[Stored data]
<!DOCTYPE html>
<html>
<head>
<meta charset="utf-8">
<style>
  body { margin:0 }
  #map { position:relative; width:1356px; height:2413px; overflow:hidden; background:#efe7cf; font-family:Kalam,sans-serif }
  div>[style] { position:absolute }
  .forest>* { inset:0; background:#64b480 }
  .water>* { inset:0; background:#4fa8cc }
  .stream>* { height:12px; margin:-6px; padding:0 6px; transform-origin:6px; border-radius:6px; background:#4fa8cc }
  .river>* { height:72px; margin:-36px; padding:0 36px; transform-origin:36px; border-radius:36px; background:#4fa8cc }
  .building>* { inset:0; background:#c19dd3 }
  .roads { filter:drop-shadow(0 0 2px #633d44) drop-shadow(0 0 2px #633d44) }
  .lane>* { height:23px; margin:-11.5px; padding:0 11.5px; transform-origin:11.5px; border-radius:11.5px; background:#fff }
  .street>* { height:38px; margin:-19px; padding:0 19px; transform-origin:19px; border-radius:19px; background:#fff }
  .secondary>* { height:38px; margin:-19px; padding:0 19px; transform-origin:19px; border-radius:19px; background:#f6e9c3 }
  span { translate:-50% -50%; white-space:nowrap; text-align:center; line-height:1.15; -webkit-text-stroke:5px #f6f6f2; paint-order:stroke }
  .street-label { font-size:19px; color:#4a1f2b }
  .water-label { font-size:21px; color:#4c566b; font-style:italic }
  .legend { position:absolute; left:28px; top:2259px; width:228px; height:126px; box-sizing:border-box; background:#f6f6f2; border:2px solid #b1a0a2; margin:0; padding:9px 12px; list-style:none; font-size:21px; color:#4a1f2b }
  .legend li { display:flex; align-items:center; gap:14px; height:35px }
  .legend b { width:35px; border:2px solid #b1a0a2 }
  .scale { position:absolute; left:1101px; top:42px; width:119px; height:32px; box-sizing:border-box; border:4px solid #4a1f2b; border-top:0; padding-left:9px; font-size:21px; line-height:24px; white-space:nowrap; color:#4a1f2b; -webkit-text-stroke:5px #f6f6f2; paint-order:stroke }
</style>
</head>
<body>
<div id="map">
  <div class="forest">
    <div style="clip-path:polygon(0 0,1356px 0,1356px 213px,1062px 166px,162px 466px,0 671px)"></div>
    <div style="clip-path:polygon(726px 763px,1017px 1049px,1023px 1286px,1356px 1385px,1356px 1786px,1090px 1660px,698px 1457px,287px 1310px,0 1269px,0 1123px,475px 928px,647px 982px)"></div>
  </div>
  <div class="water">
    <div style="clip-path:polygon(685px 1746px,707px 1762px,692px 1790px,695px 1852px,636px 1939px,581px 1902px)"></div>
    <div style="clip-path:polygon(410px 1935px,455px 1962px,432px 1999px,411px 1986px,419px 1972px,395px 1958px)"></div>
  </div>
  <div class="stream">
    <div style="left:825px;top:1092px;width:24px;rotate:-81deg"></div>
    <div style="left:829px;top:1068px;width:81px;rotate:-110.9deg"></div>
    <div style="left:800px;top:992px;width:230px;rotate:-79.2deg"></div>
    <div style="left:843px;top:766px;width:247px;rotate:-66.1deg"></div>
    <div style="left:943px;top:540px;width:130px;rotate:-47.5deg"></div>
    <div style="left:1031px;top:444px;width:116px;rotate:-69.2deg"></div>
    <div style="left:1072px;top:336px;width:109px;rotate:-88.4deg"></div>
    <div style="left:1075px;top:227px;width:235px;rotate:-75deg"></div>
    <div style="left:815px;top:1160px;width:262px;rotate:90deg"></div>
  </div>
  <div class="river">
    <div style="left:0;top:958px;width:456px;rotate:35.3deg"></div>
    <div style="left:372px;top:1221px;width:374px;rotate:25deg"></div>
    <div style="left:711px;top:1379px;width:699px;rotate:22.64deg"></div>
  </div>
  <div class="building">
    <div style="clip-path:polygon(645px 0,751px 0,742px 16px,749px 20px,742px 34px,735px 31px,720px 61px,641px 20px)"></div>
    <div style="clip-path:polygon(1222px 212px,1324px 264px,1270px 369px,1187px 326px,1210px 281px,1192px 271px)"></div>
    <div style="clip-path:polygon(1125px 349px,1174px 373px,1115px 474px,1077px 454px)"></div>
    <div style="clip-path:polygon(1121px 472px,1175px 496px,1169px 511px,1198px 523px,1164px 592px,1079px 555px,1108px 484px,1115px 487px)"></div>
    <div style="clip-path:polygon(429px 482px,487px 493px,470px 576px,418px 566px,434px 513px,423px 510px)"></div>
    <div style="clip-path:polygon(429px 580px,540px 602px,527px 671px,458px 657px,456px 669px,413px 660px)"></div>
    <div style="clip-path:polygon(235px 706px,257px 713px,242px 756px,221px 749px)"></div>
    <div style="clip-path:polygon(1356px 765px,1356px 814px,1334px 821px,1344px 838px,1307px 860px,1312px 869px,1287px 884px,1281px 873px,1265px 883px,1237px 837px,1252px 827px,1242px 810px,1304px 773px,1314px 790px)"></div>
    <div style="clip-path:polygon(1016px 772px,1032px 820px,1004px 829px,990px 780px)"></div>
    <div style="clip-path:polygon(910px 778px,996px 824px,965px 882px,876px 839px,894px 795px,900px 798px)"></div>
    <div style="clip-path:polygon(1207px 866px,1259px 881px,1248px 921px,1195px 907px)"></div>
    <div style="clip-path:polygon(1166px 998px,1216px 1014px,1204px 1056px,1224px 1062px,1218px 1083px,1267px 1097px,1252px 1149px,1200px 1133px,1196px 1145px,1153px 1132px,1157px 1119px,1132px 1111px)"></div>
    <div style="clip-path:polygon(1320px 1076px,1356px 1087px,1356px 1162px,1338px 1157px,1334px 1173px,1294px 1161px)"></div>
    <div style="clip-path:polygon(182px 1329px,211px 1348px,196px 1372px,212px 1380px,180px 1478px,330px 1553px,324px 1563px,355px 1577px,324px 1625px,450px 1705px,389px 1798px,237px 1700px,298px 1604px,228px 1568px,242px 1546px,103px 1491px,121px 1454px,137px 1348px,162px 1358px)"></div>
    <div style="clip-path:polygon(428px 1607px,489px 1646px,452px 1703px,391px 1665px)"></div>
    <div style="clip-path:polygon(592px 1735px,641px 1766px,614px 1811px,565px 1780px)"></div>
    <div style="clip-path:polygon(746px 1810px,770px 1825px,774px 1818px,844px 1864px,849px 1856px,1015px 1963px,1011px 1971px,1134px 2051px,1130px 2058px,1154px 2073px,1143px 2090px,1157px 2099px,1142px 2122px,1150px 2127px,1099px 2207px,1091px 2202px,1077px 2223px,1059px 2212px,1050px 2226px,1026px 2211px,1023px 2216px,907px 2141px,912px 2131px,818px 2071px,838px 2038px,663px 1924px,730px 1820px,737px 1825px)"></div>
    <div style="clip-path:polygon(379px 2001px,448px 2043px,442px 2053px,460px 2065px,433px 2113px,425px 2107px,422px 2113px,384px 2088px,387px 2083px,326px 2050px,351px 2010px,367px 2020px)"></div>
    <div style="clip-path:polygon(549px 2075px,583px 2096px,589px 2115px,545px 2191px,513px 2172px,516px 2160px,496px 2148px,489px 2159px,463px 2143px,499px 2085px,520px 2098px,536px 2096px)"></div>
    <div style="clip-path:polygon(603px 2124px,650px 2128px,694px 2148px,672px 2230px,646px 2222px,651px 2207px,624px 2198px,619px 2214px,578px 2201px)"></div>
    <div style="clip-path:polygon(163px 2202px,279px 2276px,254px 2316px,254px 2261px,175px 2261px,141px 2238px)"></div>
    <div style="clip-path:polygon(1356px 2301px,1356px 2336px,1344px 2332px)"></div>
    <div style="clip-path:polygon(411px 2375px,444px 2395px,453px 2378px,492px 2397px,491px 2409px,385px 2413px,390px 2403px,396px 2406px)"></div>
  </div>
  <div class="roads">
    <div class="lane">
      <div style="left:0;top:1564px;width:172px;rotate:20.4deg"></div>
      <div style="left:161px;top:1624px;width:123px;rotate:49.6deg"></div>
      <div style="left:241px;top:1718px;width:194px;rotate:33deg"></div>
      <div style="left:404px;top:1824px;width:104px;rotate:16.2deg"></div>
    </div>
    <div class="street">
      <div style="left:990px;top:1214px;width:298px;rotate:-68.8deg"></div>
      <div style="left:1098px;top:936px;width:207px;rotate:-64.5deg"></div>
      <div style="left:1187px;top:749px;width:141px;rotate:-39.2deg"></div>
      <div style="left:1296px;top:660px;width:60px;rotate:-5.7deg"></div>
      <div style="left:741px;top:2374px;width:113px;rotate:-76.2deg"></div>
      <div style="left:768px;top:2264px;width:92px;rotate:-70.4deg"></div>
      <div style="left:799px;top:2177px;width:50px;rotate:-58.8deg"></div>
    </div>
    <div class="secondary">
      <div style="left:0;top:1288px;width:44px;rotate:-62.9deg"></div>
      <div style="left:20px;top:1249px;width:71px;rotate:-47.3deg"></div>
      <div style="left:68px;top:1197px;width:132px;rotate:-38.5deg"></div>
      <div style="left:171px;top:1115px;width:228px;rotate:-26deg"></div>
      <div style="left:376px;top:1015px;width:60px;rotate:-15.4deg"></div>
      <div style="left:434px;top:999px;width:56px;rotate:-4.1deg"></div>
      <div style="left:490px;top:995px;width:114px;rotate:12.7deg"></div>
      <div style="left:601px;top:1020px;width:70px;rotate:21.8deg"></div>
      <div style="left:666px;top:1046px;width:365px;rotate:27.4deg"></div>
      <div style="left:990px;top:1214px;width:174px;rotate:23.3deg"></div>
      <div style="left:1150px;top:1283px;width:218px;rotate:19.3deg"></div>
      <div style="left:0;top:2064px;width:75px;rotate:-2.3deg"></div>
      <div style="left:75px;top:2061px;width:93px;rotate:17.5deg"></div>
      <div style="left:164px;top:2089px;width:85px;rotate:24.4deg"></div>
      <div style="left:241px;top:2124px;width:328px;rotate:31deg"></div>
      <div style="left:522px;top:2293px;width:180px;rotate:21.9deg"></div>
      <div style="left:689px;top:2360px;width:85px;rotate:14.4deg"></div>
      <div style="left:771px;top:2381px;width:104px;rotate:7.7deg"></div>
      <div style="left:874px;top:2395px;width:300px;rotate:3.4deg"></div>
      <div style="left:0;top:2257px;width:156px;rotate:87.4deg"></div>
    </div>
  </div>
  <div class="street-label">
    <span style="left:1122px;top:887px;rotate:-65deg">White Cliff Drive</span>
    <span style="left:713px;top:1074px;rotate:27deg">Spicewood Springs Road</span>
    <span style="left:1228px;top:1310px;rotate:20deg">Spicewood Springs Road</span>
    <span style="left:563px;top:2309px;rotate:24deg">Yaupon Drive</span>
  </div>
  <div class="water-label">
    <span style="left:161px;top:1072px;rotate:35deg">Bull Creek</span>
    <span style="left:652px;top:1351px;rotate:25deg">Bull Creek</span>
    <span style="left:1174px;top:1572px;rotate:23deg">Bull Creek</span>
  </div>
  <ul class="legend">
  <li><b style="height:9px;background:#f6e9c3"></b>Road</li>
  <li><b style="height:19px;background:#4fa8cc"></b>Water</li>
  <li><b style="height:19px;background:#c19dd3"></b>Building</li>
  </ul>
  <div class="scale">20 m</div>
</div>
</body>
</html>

**About this exercise:** If a line falls between the first line of the entries and the line containing "position:relative; width:1356px; height:2413px;", or is one of those two, restate it word for word; leave all other lines out.

**Written answer:**
<!DOCTYPE html>
<html>
<head>
<meta charset="utf-8">
<style>
  body { margin:0 }
  #map { position:relative; width:1356px; height:2413px; overflow:hidden; background:#efe7cf; font-family:Kalam,sans-serif }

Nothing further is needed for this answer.